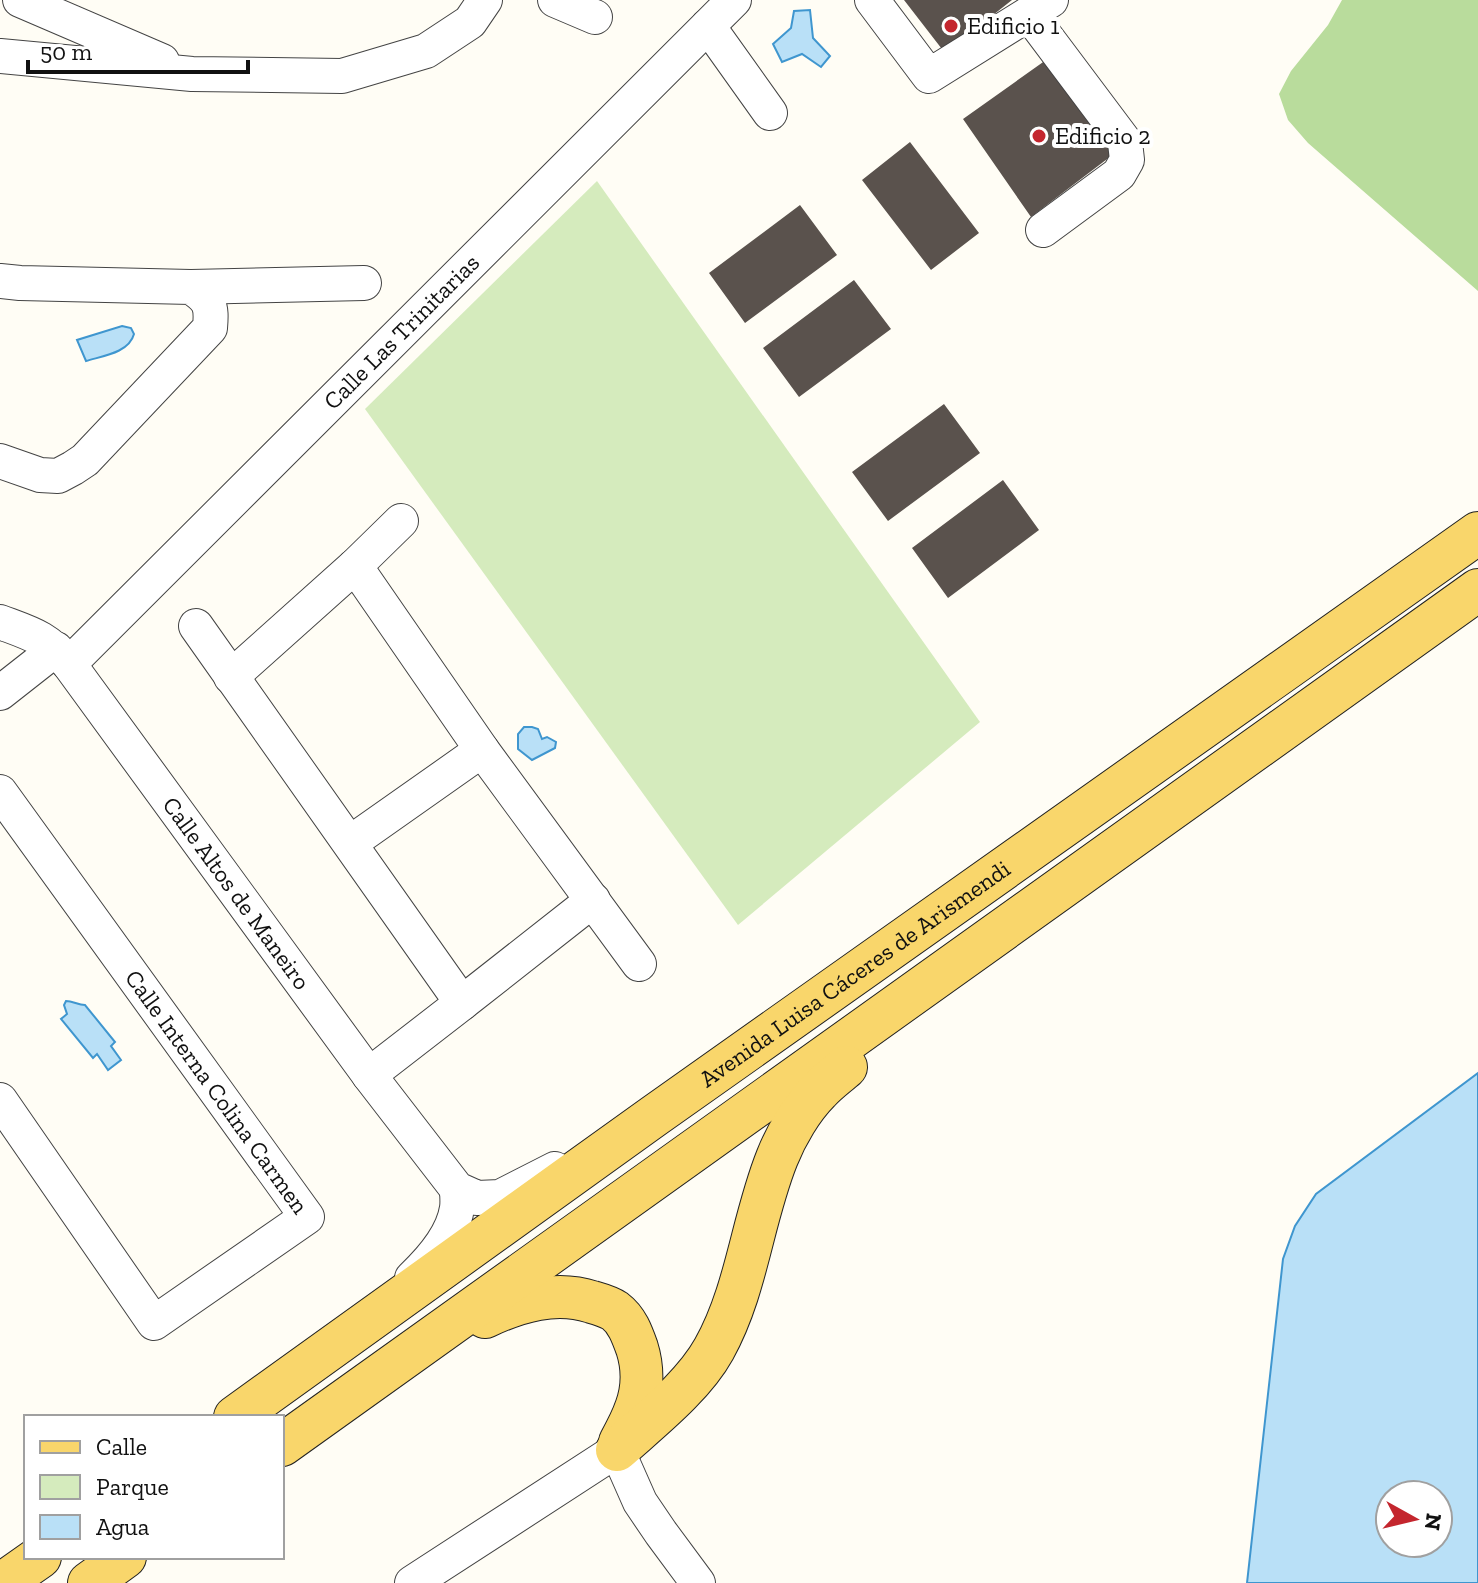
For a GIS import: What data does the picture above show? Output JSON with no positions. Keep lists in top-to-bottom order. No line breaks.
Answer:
{"streets":{"main road":["Avenida Luisa Cáceres de Arismendi"],"street":["Calle Las Trinitarias","Calle Altos de Maneiro","Calle Interna Colina Carmen"]},"crossings":[["Calle Las Trinitarias","Calle Altos de Maneiro"]],"places":["Edificio 1","Edificio 2"],"legend":["Calle","Parque","Agua"],"scale_bar":"50 m","north":"right"}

• **TASK DIRECTIONS**:
Write the listing above out again word for word, excluding all images.

• **TASK RESPONSE**:
For a GIS import: What data does the picture above show? Output JSON with no positions. Keep lists in top-to-bottom order. No line breaks.
Answer:
{"streets":{"main road":["Avenida Luisa Cáceres de Arismendi"],"street":["Calle Las Trinitarias","Calle Altos de Maneiro","Calle Interna Colina Carmen"]},"crossings":[["Calle Las Trinitarias","Calle Altos de Maneiro"]],"places":["Edificio 1","Edificio 2"],"legend":["Calle","Parque","Agua"],"scale_bar":"50 m","north":"right"}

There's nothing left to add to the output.